Neujahrsbrief 2020

Eine Fürstin reist bei Tagesneige

Der Himmel färbt die Wolken, die Wattebauschen oder Schaumflocken ähneln, in der Abenddämmerung rosarot. Eine graublaue Decke zieht am Horizont herbei und kündigt Schnee oder Graupel an. Zwischen Himmel und Erde bildet sich ein heller Streifen, der den Blick in eine ferne Zeitspanne preisgibt. Es handelt sich hierbei um das Alleinstellungsmerkmal dieser winterlichen Stimmung, wenn der Tag langsam zur Neige geht. Die von Kettenmigration betroffene Influencerin Sara Dauer-Brenner, die ihr summa cum laude am Schreibtisch im Fach Kollisionsgeschichte verübt hat, entrinnt der sozialen Beschleunigung; sie fährt mit einem Querdurchslandticket und ein paar Habseligkeiten zu den Österreichenden. Seit die Gletschertaschen immer grösser werden und ihr der Schreck vom Greta Thunbergschen «How dare you!» noch in den Knochen steckt, reist sie mit der Bahn. Sie weicht damit vor allem dem Flug-Shaming aus: Es hat zu viele laute Buhrufe zur Folge, das kann sie sich in ihrem Beruf nicht leisten.
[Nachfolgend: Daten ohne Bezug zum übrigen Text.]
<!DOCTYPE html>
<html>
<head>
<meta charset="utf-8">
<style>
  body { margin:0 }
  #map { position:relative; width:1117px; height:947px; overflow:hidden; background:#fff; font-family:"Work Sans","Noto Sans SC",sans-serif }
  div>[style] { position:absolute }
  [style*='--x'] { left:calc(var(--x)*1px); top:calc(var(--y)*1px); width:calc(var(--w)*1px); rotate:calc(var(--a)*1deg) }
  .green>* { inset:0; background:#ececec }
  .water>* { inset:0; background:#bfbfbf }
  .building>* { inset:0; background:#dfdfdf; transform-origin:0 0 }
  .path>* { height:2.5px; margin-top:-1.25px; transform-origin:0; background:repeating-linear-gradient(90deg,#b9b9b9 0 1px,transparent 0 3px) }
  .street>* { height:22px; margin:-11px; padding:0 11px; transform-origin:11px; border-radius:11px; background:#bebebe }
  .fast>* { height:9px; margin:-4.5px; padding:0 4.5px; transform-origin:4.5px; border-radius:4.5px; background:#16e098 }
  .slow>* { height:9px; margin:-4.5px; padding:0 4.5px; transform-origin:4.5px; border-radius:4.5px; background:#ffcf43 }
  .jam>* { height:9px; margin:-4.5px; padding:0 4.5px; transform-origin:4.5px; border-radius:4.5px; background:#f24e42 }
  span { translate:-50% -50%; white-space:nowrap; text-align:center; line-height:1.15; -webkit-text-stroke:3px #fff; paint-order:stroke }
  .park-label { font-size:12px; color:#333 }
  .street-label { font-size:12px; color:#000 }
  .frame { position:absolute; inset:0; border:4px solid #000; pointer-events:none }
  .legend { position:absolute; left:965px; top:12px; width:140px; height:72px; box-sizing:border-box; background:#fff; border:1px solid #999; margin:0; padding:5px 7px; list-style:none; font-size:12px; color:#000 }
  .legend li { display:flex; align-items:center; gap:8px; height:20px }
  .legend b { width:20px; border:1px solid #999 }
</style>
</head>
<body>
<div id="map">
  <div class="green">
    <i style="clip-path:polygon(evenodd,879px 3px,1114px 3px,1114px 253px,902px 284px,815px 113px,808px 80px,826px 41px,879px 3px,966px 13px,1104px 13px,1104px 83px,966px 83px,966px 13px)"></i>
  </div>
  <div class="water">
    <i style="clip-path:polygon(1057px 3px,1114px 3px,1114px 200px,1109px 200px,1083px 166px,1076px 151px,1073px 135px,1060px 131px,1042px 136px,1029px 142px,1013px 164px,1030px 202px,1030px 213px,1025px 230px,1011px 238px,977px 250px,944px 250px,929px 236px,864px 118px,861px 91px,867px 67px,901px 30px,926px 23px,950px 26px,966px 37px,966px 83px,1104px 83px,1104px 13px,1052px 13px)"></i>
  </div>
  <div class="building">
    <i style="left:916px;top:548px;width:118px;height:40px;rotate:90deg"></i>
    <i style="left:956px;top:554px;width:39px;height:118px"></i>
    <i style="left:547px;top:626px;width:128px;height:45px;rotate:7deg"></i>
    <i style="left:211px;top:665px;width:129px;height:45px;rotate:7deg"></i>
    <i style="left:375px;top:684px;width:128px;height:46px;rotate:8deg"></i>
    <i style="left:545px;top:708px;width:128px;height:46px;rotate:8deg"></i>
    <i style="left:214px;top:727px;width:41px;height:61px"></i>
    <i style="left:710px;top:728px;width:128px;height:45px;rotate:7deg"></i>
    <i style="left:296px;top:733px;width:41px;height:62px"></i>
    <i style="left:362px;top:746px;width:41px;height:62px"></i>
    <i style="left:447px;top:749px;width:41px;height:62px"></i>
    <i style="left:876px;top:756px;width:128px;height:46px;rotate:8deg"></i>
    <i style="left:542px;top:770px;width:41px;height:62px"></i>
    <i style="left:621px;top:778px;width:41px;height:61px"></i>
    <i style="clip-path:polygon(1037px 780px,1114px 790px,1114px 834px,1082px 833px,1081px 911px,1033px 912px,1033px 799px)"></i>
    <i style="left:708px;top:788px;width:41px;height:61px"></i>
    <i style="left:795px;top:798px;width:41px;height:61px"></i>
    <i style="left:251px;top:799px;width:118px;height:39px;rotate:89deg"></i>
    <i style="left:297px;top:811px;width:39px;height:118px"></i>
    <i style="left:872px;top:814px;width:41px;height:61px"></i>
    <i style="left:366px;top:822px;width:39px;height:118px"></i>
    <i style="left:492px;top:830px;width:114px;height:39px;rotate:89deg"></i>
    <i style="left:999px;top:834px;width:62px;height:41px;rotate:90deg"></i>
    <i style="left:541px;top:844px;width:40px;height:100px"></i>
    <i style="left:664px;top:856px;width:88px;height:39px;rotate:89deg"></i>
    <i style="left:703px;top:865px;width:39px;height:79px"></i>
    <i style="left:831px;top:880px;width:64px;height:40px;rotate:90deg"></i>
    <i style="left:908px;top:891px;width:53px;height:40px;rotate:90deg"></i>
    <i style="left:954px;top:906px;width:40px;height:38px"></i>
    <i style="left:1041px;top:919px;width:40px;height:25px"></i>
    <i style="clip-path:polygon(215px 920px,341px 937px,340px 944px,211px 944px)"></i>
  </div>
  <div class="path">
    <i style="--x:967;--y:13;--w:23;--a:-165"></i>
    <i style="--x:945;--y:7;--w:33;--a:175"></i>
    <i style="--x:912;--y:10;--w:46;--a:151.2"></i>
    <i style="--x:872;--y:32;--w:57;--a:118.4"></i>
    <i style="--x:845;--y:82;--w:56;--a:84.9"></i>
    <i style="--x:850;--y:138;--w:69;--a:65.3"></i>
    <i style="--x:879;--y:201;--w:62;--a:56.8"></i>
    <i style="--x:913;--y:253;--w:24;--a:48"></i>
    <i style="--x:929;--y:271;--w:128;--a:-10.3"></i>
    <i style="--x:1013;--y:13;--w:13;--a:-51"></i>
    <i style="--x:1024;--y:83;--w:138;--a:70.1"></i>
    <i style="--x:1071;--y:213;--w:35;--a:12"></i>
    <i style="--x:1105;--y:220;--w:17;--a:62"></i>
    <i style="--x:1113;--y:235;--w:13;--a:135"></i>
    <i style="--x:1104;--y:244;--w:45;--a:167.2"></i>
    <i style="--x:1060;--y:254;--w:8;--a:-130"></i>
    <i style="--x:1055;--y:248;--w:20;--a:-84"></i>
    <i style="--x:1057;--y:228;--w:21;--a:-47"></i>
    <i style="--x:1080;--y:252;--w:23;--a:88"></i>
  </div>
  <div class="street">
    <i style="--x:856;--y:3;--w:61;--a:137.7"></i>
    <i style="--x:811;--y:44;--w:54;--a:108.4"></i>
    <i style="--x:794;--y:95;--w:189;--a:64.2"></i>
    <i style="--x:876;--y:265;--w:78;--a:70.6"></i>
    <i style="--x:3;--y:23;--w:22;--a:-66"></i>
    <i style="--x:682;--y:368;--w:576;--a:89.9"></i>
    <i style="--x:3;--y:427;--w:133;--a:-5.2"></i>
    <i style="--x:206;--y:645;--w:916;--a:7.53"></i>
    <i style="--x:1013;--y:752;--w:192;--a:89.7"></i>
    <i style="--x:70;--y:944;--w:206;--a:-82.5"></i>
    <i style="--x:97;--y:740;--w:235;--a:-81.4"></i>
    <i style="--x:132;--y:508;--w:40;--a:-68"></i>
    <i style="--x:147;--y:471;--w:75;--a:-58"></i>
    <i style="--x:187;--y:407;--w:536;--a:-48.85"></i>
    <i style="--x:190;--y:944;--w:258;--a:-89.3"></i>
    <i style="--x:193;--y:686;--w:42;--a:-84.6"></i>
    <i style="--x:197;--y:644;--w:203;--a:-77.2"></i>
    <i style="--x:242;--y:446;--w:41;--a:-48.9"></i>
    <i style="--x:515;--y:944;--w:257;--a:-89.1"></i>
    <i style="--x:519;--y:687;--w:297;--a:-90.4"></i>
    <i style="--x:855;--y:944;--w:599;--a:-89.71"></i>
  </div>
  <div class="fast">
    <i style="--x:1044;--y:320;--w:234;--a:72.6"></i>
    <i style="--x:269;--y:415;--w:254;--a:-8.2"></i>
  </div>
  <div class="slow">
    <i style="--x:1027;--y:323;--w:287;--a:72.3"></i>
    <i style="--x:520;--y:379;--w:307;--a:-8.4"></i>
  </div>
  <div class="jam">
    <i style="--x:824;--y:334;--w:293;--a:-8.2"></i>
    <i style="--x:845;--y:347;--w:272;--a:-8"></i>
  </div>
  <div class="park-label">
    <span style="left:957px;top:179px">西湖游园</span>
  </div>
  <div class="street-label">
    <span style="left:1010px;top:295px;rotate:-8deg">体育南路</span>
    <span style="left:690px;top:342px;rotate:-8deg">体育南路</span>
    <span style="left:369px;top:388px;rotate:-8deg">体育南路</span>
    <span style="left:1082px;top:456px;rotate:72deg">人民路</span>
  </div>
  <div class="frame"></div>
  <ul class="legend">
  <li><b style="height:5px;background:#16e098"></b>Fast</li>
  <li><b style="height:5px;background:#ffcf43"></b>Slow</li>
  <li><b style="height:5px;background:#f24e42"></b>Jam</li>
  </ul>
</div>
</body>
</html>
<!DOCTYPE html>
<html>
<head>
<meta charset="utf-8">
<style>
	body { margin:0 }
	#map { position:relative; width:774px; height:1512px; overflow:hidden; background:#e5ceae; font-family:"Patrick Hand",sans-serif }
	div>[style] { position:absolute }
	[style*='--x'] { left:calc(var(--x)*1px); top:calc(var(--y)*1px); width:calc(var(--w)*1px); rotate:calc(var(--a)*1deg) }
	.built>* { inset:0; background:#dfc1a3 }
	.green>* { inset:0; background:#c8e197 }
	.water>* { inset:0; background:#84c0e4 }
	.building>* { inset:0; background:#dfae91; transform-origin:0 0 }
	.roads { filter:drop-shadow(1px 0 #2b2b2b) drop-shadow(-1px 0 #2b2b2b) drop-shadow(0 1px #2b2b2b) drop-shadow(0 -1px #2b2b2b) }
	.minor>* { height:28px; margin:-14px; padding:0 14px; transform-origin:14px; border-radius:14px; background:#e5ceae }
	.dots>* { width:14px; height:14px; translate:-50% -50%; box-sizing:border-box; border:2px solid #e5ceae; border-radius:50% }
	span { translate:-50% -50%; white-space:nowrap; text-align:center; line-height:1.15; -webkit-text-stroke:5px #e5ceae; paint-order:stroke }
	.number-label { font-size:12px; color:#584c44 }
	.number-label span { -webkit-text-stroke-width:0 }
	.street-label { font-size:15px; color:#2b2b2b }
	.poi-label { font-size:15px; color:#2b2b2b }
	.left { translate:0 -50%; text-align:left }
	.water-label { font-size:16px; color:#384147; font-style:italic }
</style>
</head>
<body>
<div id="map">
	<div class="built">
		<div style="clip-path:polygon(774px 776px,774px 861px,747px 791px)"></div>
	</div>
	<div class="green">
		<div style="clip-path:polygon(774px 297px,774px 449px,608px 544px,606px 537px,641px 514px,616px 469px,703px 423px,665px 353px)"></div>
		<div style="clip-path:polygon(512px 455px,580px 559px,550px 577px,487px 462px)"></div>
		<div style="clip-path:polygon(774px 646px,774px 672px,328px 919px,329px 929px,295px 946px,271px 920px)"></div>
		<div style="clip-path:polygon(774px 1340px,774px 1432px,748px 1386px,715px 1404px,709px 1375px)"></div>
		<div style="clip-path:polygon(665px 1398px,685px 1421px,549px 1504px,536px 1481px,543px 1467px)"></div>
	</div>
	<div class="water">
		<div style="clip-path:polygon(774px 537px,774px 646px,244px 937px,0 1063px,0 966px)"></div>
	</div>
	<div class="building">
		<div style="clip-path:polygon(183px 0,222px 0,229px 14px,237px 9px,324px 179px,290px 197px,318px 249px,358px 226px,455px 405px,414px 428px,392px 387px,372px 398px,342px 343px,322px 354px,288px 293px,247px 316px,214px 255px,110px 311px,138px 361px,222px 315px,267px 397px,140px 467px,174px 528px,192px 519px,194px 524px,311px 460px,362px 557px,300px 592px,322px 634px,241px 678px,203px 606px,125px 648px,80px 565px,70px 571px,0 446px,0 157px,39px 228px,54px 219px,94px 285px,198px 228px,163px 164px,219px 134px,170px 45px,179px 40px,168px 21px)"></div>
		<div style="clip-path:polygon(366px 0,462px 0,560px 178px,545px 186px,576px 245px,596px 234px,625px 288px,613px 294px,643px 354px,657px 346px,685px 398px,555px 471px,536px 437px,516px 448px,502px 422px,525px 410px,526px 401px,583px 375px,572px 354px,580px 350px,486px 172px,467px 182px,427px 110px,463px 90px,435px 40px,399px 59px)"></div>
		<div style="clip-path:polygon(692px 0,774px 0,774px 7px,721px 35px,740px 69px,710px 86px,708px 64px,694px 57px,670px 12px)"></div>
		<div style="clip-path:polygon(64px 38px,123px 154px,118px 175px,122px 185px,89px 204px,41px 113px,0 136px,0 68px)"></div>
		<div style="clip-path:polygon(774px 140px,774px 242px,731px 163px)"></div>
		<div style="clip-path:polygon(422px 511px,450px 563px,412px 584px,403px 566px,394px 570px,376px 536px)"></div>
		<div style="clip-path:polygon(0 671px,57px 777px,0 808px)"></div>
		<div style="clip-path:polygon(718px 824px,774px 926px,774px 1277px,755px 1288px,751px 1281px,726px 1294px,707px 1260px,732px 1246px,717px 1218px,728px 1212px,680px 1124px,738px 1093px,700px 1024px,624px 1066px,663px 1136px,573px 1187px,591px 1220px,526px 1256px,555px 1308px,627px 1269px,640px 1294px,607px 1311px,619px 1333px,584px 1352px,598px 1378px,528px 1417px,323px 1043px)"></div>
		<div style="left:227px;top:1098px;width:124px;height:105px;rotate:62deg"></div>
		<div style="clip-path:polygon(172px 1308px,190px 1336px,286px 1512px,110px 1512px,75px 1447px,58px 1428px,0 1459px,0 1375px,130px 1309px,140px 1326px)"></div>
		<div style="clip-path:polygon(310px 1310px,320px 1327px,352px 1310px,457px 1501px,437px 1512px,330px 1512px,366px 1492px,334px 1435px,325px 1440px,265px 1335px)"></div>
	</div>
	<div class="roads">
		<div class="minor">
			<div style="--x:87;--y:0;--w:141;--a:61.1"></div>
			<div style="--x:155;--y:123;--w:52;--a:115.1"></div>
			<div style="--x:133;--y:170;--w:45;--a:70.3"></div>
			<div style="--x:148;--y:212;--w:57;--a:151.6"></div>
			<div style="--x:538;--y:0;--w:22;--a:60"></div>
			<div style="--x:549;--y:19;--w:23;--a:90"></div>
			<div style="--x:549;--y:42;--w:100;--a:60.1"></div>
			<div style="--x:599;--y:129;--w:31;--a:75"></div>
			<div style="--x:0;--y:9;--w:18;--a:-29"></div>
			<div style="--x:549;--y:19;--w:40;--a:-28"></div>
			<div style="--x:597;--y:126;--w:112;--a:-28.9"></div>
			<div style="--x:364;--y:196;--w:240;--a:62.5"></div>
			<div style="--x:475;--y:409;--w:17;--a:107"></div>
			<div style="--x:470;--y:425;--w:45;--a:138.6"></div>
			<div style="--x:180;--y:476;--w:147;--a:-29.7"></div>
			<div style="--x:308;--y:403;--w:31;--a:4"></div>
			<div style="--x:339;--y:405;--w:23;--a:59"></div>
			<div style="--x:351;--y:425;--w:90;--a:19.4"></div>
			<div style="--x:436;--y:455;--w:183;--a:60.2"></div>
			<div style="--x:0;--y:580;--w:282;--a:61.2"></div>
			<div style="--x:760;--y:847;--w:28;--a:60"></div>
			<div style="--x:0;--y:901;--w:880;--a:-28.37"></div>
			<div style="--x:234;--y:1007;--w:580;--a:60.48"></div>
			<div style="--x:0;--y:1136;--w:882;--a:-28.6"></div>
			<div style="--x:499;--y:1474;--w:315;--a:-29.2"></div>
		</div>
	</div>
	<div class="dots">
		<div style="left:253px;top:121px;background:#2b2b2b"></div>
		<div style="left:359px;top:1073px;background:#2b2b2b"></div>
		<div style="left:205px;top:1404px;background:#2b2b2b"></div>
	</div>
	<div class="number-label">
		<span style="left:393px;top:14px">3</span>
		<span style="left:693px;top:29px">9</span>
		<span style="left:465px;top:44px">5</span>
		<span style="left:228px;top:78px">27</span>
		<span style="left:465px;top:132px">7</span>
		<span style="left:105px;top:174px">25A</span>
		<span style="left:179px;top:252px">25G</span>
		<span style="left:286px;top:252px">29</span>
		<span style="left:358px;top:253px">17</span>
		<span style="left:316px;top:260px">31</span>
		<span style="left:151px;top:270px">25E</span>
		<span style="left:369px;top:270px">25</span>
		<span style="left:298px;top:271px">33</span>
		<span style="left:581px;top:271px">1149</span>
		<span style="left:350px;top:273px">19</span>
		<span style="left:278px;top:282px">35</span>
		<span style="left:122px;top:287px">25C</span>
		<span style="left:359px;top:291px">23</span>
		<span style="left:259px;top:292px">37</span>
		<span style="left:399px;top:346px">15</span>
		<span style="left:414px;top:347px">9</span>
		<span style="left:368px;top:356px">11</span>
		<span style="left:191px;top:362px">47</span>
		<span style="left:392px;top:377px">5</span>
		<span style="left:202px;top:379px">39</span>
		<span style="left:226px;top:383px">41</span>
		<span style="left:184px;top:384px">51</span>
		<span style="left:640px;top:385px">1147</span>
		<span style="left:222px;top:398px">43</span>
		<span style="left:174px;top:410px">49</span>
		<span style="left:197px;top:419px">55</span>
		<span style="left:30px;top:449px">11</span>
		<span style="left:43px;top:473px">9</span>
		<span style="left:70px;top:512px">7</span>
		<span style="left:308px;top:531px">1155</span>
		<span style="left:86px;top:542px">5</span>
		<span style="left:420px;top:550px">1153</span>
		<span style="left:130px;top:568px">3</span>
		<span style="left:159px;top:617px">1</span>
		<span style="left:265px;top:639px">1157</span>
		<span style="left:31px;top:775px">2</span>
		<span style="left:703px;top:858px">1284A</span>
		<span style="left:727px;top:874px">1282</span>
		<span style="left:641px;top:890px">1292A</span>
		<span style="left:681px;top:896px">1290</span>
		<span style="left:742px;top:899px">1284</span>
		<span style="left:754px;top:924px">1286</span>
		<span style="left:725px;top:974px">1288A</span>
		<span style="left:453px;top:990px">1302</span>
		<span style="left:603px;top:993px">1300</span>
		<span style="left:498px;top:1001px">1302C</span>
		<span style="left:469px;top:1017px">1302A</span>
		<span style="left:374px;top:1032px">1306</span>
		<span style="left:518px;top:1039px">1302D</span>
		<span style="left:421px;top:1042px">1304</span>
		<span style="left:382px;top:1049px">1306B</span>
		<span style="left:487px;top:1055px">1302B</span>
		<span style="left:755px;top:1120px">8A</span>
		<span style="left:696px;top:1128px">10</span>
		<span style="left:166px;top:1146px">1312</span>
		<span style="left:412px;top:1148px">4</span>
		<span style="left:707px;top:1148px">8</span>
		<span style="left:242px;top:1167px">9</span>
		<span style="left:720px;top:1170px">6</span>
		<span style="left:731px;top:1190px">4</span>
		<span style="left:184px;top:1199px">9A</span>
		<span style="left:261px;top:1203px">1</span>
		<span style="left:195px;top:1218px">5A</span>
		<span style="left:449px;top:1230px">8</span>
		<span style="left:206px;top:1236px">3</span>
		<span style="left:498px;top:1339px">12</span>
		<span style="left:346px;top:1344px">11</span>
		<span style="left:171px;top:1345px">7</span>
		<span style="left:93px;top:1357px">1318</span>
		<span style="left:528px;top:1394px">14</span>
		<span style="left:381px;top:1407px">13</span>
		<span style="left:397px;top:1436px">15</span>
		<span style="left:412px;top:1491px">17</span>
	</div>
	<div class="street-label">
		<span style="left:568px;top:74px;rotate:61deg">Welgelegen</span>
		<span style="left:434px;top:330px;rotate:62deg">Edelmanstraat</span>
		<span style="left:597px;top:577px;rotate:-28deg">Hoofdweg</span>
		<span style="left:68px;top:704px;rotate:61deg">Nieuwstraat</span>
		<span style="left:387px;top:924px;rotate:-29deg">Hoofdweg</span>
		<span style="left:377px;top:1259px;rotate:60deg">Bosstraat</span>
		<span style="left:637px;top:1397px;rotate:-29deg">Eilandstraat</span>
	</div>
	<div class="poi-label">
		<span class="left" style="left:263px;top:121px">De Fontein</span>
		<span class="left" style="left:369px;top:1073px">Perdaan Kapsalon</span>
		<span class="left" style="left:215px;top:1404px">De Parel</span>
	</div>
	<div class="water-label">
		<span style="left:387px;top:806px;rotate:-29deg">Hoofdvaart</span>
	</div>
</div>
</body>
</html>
Im Speisewagen setzt sie sich in die Interior Illusion Lounge, bestellt die Testsiegerbouillon und gönnt sich einen Industriedöner. Kakanisch klärt sie der Ober ungefragt auf: «Gnäd’ge Frau, unser Angebot ist strahlendosenreduziert.» Sie nimmt es schweigend zur Kenntnis. Dabei hält sie die globale Denuklearisierung für einen Abschreckungsleerlauf. Verständnisinnig fragt sie den aufgeknöpften Speisewagenangestellten: «Sagen Sie, Herr Ober, wie steht es bei Ihnen um food waste?» Lachlustig antwortet dieser, der sie irgendwie an eine verstrichene Internetromanze erinnert: «Unserfood legt sich direkt auf die waist.» – Nach erreichter Wasserschluckmenge und beglichener Vollkostenrechnung verlässt sie den Verköstigungswagon und geht zurück zu ihrem Abteil.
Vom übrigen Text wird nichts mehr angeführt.